# Exercise instructions:
Please output every entry below exactly as written, leaving out any pictures.

[[ Provided entries open ]]

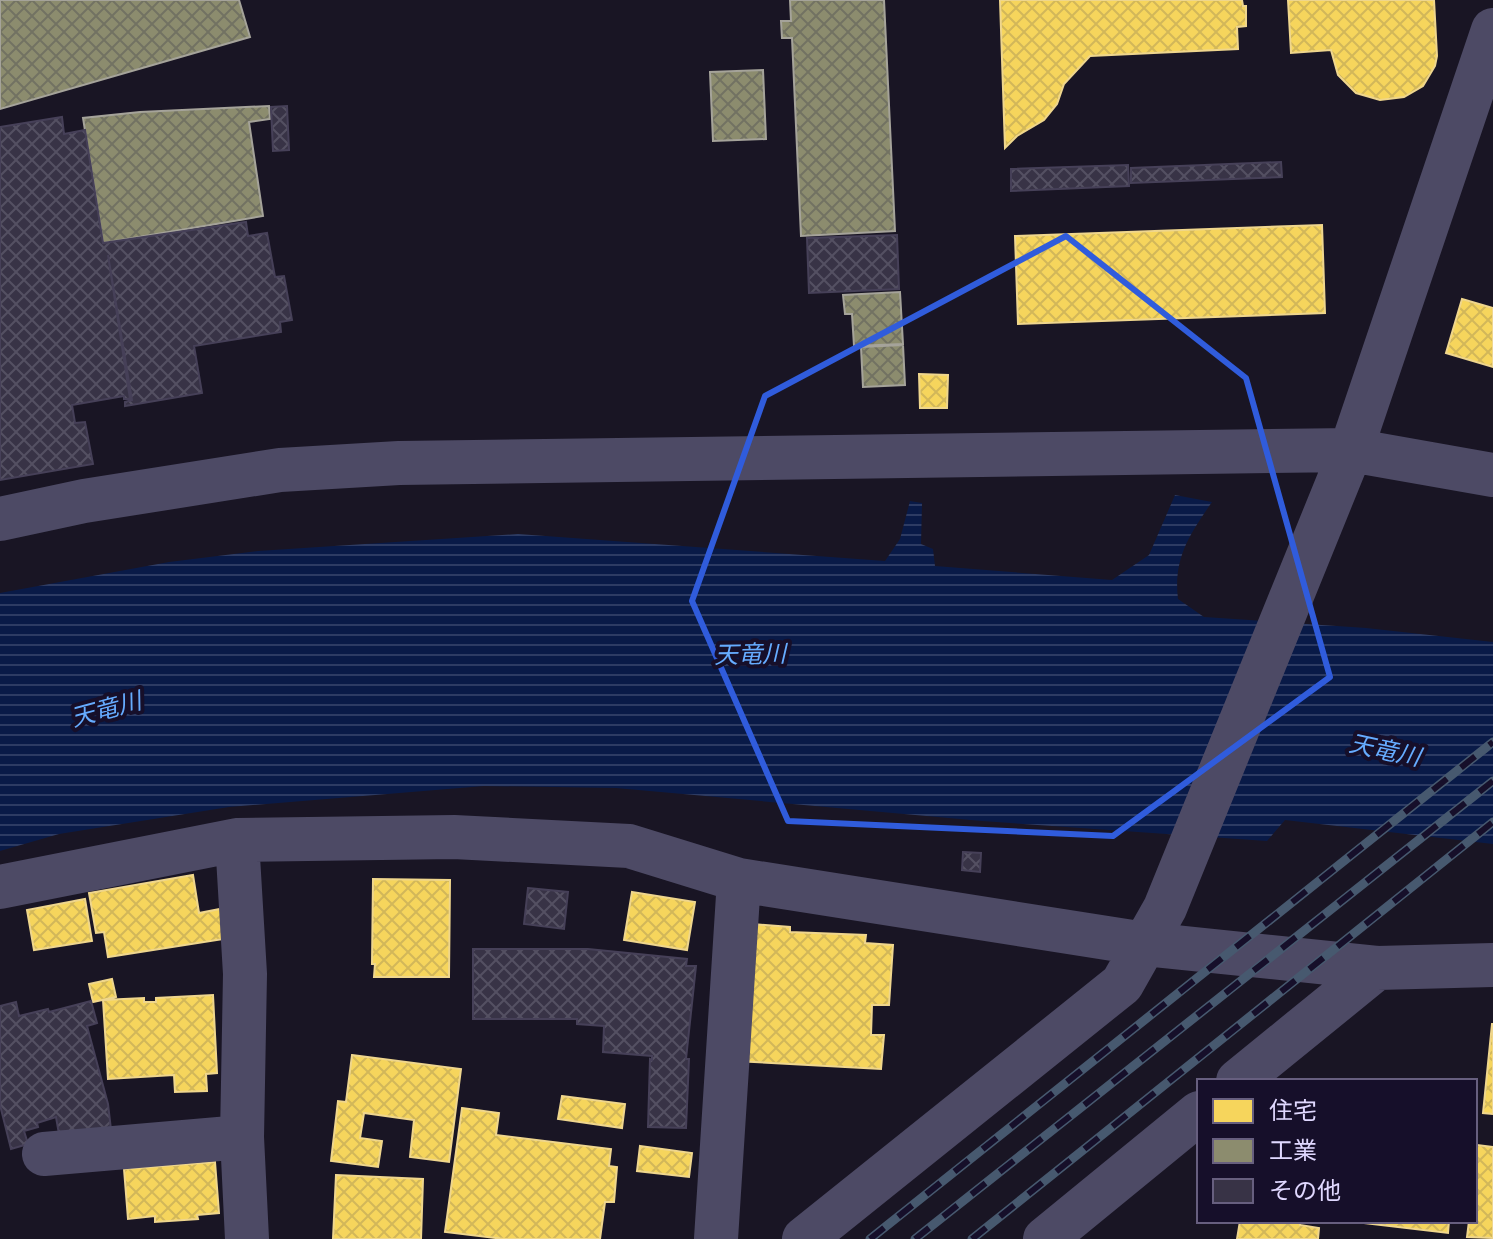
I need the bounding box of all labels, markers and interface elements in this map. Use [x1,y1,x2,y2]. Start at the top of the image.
water label: 天竜川 [714,640,789,668]
water label: 天竜川 [68,686,147,731]
water label: 天竜川 [1347,729,1426,771]
legend [1197,1079,1477,1223]
text: 住宅 [1269,1097,1317,1124]
text: 工業 [1269,1137,1317,1164]
text: その他 [1269,1177,1341,1204]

[[ Provided entries closed ]]

# Answer for the task:
I need the bounding box of all labels, markers and interface elements in this map. Use [x1,y1,x2,y2]. Start at the top of the image.
water label: 天竜川 [714,640,789,668]
water label: 天竜川 [68,686,147,731]
water label: 天竜川 [1347,729,1426,771]
legend [1197,1079,1477,1223]
text: 住宅 [1269,1097,1317,1124]
text: 工業 [1269,1137,1317,1164]
text: その他 [1269,1177,1341,1204]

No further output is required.